TRY IT — Among the entries below, take the line with "return path;" and the line with "[857,736,954,893,954,906,866,906,786,749]", and output them and every line between them exactly, with nothing else.

RECORDS TO PROCESS —
----------------

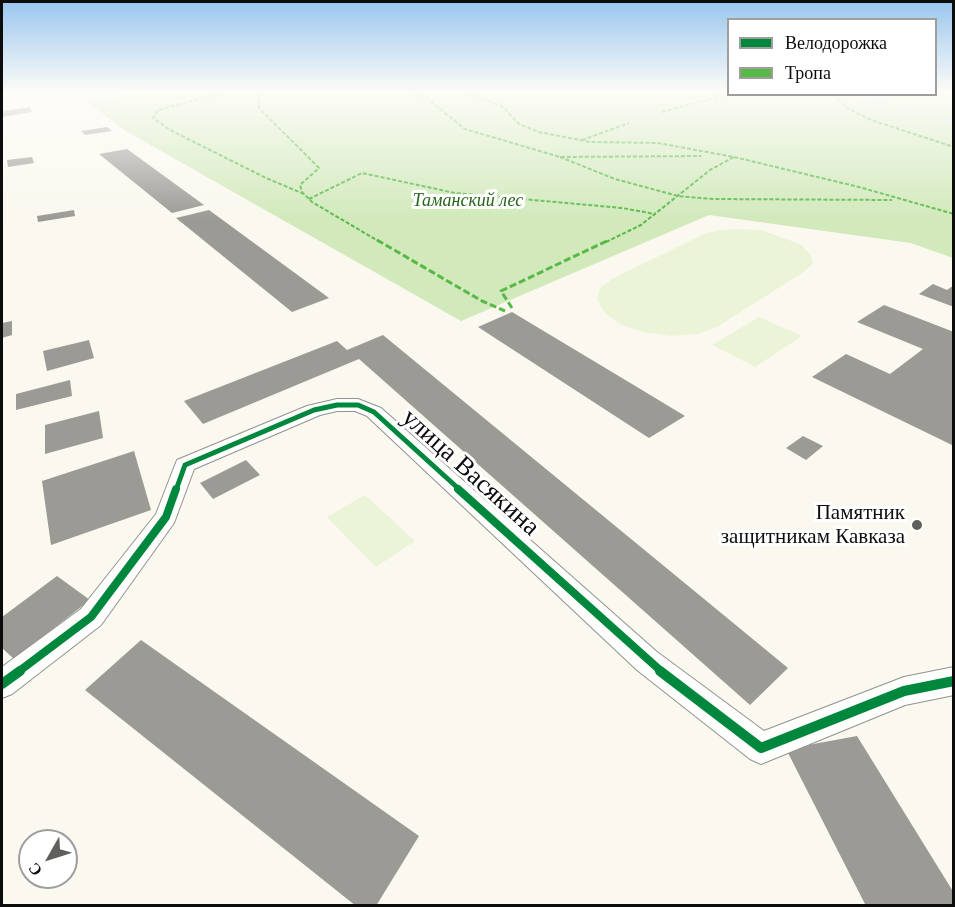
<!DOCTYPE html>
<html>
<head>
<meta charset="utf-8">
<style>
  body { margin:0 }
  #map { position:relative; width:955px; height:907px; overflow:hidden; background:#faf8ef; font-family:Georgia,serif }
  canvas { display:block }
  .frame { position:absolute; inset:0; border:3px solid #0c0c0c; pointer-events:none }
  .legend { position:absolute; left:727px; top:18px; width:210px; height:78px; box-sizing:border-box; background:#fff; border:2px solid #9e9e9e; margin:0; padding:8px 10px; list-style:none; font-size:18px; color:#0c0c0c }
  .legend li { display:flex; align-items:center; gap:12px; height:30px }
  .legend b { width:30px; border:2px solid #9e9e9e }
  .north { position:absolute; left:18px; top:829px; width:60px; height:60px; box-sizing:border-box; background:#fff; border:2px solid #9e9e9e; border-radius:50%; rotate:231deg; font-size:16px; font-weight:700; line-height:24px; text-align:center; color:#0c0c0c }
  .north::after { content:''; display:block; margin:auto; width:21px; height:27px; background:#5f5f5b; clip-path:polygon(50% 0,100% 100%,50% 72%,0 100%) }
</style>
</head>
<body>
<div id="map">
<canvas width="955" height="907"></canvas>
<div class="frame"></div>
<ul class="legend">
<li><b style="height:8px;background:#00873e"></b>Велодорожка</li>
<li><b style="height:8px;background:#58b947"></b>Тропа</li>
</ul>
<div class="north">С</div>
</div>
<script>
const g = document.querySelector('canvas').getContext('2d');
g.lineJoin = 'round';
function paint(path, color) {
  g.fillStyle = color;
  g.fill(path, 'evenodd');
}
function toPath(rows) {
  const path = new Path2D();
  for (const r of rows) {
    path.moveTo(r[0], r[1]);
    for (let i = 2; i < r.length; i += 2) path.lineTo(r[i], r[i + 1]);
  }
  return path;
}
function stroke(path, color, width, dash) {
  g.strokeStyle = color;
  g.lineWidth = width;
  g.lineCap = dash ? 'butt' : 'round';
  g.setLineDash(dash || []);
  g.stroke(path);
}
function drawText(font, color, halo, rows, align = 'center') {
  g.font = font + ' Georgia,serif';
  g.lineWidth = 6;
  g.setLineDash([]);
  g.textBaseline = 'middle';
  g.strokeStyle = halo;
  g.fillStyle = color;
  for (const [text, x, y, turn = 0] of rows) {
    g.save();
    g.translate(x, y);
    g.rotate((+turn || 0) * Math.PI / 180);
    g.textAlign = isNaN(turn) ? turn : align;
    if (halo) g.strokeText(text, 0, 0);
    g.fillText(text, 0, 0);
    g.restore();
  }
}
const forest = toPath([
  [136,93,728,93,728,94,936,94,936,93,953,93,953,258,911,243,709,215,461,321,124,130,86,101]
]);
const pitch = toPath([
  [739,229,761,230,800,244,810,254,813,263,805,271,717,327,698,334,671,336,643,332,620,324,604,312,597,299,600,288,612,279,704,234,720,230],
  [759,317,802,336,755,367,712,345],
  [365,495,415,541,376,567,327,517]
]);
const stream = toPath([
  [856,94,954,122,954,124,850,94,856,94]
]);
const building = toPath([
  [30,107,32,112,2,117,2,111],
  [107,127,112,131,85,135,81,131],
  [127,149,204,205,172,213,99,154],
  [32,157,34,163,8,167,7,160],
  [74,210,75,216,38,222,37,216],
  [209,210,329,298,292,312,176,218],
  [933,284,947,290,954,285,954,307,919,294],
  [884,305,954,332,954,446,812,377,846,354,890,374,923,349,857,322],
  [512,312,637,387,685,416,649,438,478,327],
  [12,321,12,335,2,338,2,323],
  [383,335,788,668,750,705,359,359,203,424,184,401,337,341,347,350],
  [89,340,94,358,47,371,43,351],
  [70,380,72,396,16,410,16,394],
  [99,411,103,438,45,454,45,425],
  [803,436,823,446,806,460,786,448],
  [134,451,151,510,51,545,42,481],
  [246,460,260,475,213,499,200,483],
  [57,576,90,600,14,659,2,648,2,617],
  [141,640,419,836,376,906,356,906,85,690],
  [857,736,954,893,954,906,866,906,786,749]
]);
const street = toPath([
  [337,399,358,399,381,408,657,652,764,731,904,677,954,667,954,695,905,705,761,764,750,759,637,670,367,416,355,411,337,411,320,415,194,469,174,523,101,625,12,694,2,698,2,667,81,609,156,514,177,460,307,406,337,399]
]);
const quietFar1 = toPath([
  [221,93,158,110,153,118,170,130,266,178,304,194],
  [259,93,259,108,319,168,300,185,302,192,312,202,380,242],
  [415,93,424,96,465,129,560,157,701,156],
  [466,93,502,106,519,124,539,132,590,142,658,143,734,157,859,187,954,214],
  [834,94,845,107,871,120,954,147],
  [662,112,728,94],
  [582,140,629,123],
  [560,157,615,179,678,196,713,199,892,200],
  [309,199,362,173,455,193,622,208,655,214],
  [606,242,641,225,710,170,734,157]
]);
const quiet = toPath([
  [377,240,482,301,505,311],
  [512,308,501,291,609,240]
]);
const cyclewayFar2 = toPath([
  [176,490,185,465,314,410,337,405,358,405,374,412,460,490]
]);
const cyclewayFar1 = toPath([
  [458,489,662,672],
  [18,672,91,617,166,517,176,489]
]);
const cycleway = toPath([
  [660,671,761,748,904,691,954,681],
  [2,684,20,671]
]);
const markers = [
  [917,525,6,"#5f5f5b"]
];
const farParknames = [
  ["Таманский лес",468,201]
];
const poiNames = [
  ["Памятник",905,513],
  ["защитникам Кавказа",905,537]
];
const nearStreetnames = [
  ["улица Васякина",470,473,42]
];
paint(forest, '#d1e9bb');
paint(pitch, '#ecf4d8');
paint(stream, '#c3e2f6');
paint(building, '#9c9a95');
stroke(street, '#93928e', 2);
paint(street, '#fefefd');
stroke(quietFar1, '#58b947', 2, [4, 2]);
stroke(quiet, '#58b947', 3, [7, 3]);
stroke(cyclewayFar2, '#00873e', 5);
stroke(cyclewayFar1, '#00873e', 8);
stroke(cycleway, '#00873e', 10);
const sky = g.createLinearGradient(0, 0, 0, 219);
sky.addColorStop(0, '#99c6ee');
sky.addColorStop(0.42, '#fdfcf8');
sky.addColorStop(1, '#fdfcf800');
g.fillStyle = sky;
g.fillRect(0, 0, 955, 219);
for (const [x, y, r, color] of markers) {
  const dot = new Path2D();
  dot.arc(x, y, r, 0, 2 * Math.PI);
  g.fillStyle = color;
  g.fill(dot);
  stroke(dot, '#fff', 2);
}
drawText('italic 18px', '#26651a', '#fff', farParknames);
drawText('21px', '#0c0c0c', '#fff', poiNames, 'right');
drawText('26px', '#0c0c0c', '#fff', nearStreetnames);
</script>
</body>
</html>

----------------

SOLUTION TO THE PROBLEM —
  return path;
}
function stroke(path, color, width, dash) {
  g.strokeStyle = color;
  g.lineWidth = width;
  g.lineCap = dash ? 'butt' : 'round';
  g.setLineDash(dash || []);
  g.stroke(path);
}
function drawText(font, color, halo, rows, align = 'center') {
  g.font = font + ' Georgia,serif';
  g.lineWidth = 6;
  g.setLineDash([]);
  g.textBaseline = 'middle';
  g.strokeStyle = halo;
  g.fillStyle = color;
  for (const [text, x, y, turn = 0] of rows) {
    g.save();
    g.translate(x, y);
    g.rotate((+turn || 0) * Math.PI / 180);
    g.textAlign = isNaN(turn) ? turn : align;
    if (halo) g.strokeText(text, 0, 0);
    g.fillText(text, 0, 0);
    g.restore();
  }
}
const forest = toPath([
  [136,93,728,93,728,94,936,94,936,93,953,93,953,258,911,243,709,215,461,321,124,130,86,101]
]);
const pitch = toPath([
  [739,229,761,230,800,244,810,254,813,263,805,271,717,327,698,334,671,336,643,332,620,324,604,312,597,299,600,288,612,279,704,234,720,230],
  [759,317,802,336,755,367,712,345],
  [365,495,415,541,376,567,327,517]
]);
const stream = toPath([
  [856,94,954,122,954,124,850,94,856,94]
]);
const building = toPath([
  [30,107,32,112,2,117,2,111],
  [107,127,112,131,85,135,81,131],
  [127,149,204,205,172,213,99,154],
  [32,157,34,163,8,167,7,160],
  [74,210,75,216,38,222,37,216],
  [209,210,329,298,292,312,176,218],
  [933,284,947,290,954,285,954,307,919,294],
  [884,305,954,332,954,446,812,377,846,354,890,374,923,349,857,322],
  [512,312,637,387,685,416,649,438,478,327],
  [12,321,12,335,2,338,2,323],
  [383,335,788,668,750,705,359,359,203,424,184,401,337,341,347,350],
  [89,340,94,358,47,371,43,351],
  [70,380,72,396,16,410,16,394],
  [99,411,103,438,45,454,45,425],
  [803,436,823,446,806,460,786,448],
  [134,451,151,510,51,545,42,481],
  [246,460,260,475,213,499,200,483],
  [57,576,90,600,14,659,2,648,2,617],
  [141,640,419,836,376,906,356,906,85,690],
  [857,736,954,893,954,906,866,906,786,749]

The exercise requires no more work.